Task:
Find every line in the records below that contains "canvas", and copy it.

►

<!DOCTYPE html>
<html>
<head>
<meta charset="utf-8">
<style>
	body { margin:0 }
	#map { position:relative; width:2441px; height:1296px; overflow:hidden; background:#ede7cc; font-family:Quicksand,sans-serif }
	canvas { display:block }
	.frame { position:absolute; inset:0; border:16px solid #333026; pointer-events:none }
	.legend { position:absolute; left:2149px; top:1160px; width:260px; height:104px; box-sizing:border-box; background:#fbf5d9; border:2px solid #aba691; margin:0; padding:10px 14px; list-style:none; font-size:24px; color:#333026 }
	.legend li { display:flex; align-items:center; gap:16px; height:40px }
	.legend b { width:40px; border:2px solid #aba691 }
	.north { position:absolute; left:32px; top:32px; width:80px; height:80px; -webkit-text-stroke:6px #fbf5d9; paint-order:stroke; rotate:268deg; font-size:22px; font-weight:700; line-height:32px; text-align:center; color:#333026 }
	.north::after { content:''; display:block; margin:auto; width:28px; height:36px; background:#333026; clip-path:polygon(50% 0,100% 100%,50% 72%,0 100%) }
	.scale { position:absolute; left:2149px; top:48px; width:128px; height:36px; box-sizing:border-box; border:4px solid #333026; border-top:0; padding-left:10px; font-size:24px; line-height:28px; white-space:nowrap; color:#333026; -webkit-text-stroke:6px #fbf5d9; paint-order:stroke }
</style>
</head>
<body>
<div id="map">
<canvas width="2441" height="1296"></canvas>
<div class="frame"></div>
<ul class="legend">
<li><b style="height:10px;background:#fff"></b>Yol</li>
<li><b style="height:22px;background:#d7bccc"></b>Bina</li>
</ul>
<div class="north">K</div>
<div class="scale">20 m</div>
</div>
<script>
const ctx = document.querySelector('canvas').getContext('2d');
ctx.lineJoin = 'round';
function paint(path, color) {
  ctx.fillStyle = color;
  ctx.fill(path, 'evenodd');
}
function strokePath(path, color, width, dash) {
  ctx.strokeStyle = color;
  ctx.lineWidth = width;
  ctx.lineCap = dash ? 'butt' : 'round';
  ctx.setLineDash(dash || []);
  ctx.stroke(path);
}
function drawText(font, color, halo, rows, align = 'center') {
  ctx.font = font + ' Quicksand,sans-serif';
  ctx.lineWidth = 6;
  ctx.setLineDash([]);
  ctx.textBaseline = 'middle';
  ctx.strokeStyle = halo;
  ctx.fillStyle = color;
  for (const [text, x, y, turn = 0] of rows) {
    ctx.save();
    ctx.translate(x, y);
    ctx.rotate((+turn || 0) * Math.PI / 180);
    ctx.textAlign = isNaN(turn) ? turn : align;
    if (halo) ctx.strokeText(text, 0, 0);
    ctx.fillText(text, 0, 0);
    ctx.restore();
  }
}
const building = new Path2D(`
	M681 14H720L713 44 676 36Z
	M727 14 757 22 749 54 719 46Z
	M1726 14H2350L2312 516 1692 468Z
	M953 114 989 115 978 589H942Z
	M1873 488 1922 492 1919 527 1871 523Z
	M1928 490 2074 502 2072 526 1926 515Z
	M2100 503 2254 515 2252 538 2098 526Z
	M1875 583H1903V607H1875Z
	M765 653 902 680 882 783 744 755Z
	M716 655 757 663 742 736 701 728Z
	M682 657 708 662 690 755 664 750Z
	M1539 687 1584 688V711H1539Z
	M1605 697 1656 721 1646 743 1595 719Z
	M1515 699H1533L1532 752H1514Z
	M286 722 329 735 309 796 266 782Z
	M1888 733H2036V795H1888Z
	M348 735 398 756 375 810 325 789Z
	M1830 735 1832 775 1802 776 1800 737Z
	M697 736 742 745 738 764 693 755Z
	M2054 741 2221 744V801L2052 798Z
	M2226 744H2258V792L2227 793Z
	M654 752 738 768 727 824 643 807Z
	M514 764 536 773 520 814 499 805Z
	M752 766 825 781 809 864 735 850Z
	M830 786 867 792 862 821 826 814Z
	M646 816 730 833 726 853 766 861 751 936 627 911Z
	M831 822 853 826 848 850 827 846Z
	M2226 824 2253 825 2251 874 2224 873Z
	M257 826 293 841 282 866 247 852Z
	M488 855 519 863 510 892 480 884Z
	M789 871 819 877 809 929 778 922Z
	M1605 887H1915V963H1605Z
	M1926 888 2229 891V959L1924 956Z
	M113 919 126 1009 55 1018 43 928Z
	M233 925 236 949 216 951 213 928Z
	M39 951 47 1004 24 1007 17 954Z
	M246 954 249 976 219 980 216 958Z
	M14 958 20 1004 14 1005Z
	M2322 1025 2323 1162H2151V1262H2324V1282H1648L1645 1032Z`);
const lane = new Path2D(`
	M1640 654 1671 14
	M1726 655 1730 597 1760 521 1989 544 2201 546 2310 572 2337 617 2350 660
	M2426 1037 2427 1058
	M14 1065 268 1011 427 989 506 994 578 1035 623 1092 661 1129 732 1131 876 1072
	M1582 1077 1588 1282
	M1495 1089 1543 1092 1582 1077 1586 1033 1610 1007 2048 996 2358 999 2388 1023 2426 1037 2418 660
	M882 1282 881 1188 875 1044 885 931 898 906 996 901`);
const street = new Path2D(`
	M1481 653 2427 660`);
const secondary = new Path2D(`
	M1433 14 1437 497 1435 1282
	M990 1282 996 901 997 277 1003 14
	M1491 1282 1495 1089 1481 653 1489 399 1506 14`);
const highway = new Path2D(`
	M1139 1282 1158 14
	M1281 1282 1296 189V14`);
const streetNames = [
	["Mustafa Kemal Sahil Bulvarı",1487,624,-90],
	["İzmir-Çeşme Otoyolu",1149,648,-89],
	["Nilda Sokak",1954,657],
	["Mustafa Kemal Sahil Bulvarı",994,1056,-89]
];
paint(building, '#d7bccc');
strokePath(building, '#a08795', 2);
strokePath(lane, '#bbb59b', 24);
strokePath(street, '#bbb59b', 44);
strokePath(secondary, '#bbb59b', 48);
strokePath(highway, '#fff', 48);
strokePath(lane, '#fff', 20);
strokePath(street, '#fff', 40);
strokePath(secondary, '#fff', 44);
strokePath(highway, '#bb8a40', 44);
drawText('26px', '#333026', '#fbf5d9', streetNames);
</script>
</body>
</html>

◄

Solution for this problem:
	canvas { display:block }
<canvas width="2441" height="1296"></canvas>
const ctx = document.querySelector('canvas').getContext('2d');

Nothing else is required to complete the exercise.